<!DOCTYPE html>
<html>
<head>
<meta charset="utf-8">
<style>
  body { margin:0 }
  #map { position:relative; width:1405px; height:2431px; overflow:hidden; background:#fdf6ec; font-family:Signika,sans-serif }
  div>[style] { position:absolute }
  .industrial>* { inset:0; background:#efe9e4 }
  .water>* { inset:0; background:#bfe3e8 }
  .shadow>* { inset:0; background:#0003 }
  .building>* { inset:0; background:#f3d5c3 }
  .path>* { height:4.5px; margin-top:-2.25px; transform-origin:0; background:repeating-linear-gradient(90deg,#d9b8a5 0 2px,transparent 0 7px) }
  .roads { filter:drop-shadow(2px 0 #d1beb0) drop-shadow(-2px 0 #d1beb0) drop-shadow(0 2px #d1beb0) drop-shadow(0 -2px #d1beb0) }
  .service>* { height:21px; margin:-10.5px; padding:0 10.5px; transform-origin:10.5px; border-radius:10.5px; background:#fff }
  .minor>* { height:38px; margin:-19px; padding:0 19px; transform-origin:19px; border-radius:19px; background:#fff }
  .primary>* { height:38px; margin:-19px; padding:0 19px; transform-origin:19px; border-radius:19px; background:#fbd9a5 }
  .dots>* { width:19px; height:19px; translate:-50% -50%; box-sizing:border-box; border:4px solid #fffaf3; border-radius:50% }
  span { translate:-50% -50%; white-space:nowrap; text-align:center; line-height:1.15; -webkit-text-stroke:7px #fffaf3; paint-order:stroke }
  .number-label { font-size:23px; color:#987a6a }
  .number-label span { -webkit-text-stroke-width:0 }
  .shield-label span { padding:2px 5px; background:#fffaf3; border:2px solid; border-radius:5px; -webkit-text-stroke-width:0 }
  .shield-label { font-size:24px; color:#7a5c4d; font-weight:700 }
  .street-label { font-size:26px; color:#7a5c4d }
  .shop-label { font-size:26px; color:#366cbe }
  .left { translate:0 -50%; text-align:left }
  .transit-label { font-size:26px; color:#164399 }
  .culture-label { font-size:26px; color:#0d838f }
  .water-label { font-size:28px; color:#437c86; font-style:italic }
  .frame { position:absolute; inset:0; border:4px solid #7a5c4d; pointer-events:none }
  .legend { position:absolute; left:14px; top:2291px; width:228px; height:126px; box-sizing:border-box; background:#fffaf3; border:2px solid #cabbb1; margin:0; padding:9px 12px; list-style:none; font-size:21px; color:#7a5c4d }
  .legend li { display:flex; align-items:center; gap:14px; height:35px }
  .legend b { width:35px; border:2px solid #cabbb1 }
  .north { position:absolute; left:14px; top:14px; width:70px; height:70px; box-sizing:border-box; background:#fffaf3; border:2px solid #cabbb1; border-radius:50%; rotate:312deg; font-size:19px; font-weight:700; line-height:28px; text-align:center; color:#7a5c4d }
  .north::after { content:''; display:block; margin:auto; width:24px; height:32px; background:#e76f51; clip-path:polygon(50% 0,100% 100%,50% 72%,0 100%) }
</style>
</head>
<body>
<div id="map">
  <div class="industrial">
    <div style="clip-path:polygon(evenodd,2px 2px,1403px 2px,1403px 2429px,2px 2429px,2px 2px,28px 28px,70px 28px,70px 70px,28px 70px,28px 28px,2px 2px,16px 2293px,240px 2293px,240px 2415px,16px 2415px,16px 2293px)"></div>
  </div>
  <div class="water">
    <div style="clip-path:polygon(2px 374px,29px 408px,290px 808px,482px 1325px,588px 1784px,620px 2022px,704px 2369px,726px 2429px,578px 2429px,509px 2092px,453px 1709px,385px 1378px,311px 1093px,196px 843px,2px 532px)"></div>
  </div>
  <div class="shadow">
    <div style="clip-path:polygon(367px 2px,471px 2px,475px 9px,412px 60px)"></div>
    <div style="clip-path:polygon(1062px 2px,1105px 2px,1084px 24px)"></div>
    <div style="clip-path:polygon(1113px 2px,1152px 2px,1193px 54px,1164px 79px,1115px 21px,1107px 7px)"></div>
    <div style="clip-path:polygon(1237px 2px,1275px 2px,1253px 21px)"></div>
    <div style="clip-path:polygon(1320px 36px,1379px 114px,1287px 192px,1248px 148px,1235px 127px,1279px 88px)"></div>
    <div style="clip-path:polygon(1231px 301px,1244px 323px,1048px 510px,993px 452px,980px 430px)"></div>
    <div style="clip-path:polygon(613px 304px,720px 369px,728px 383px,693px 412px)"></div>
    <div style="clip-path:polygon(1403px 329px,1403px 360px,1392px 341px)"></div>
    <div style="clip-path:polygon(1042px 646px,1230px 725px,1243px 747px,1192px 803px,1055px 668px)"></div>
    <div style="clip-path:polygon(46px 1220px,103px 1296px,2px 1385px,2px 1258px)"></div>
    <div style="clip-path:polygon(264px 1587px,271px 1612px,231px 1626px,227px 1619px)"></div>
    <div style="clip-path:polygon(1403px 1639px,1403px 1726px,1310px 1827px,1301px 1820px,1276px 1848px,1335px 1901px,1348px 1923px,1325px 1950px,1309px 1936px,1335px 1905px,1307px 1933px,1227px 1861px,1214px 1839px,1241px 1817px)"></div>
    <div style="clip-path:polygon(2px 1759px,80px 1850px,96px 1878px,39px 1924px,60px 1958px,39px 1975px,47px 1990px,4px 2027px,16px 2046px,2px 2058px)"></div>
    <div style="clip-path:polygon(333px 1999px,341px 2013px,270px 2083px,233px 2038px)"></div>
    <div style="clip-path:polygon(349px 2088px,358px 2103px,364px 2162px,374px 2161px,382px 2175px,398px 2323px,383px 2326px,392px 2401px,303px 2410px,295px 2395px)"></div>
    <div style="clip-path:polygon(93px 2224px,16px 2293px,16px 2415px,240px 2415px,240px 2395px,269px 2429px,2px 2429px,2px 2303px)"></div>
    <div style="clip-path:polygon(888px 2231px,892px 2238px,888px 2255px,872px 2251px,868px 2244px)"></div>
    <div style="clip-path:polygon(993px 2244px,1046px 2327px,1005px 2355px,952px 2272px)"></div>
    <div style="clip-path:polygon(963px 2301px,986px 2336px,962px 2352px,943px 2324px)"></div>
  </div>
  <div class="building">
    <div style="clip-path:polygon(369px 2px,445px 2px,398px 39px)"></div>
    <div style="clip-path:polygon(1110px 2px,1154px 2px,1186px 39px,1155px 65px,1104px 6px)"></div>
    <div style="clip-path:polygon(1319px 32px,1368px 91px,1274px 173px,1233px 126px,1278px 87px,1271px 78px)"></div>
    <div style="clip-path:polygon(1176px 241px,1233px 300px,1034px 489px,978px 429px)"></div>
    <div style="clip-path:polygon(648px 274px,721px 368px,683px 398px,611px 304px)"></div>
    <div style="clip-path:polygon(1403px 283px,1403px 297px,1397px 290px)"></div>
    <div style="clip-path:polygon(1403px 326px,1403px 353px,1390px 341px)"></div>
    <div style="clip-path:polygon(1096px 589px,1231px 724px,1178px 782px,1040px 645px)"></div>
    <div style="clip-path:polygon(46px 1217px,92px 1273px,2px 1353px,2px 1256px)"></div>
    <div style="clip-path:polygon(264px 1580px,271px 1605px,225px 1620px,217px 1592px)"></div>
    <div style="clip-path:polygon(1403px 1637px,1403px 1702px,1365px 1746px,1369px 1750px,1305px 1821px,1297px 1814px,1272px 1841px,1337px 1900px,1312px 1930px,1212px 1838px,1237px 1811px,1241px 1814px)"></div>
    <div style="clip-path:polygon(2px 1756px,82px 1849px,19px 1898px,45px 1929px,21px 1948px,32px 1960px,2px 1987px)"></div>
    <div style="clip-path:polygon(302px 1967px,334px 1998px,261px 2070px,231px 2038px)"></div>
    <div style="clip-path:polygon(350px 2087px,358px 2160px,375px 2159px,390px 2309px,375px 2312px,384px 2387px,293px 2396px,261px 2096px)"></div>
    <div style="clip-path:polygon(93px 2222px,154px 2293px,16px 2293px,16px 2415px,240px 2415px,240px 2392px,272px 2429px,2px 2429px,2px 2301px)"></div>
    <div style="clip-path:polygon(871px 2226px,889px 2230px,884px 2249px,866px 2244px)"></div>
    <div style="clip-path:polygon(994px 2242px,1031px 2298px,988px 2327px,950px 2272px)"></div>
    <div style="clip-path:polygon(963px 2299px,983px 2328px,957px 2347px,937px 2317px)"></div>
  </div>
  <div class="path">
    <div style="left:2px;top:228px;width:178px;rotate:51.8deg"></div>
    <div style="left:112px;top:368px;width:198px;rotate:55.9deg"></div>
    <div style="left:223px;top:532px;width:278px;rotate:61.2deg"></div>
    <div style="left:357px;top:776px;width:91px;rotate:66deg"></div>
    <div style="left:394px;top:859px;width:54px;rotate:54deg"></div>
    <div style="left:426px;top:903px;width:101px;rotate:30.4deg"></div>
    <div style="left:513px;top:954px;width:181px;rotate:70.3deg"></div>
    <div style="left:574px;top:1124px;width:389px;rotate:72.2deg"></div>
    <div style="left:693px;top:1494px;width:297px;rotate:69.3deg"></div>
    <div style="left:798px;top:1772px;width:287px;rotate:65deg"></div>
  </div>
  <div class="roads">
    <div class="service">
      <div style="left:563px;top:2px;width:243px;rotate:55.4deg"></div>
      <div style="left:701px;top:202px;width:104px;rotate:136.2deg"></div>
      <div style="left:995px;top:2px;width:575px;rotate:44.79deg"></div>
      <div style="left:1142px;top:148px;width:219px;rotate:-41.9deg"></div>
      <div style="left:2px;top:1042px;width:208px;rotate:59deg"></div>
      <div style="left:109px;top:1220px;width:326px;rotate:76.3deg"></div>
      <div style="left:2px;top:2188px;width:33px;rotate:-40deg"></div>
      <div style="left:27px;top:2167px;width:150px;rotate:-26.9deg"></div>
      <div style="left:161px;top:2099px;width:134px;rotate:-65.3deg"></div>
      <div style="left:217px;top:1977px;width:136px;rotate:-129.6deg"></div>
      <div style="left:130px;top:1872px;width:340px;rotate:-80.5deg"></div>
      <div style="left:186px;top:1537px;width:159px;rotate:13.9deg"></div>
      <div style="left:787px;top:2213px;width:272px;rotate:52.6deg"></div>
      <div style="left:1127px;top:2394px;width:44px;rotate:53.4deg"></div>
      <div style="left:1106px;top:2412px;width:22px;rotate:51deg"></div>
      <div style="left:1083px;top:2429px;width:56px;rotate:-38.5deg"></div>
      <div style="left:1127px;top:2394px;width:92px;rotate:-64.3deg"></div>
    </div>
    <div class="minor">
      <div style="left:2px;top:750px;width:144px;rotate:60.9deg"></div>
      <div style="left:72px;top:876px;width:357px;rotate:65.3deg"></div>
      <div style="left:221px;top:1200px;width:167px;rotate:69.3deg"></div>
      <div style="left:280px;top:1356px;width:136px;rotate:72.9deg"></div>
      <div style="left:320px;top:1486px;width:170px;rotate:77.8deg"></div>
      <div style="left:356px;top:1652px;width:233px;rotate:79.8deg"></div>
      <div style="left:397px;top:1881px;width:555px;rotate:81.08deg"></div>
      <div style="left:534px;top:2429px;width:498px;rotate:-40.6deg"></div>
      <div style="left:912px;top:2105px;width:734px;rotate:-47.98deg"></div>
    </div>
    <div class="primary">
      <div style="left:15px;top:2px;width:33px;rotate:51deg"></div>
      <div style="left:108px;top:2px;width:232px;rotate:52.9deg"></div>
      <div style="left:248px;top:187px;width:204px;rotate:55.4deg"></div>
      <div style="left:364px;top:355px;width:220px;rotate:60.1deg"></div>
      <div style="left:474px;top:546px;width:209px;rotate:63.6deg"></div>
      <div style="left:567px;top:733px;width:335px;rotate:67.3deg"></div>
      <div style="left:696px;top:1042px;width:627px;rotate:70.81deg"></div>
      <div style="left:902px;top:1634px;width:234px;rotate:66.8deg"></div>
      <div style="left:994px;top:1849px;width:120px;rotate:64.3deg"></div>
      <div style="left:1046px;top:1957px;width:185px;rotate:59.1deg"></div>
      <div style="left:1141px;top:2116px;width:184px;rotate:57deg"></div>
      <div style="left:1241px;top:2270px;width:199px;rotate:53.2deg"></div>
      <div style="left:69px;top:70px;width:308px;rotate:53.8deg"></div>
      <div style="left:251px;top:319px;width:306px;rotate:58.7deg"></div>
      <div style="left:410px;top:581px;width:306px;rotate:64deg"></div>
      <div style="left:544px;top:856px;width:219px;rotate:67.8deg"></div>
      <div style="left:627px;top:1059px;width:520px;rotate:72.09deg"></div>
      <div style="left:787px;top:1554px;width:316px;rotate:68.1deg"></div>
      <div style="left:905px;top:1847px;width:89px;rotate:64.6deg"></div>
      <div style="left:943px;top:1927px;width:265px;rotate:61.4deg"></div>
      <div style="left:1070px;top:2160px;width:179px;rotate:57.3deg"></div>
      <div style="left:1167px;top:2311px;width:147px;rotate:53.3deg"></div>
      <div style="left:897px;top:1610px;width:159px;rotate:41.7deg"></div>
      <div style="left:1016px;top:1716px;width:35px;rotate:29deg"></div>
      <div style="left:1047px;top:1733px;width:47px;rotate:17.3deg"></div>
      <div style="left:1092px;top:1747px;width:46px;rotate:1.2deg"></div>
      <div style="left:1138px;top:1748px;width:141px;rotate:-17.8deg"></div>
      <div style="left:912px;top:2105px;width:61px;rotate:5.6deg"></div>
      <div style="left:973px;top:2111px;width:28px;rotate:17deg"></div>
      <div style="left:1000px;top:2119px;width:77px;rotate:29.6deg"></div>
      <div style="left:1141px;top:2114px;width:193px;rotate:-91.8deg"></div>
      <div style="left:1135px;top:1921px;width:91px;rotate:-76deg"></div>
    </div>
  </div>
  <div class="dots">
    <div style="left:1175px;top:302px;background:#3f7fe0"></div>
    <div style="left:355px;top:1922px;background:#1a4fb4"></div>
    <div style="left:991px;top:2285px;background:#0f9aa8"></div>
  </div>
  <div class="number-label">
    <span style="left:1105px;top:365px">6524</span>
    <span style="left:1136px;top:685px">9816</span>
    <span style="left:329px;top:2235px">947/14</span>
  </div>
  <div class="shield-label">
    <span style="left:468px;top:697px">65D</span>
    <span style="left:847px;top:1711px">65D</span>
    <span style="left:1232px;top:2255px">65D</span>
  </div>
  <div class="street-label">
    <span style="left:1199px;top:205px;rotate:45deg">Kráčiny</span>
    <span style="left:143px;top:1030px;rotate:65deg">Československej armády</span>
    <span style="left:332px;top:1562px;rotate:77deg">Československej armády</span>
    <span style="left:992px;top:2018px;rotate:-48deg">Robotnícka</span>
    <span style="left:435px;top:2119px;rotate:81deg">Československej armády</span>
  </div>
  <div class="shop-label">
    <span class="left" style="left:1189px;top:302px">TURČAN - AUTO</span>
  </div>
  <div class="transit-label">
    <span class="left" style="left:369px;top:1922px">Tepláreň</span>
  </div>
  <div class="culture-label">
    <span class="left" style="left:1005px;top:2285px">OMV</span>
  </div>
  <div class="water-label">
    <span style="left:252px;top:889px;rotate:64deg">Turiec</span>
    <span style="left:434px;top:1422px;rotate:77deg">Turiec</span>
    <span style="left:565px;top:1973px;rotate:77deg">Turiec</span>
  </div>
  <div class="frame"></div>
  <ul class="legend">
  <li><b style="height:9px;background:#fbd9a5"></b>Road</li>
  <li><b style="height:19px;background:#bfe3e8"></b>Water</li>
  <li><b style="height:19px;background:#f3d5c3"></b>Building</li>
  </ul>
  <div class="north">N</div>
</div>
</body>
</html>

Prompt
Beginning at the line with "1220px,103px 1296px,2px 1385px,2px" and stopping after the line with "1587px,271px 1612px,231px 1626px,227px", please write out every line of the data above exactly and nothing else.

Exercise response
    <div style="clip-path:polygon(46px 1220px,103px 1296px,2px 1385px,2px 1258px)"></div>
    <div style="clip-path:polygon(264px 1587px,271px 1612px,231px 1626px,227px 1619px)"></div>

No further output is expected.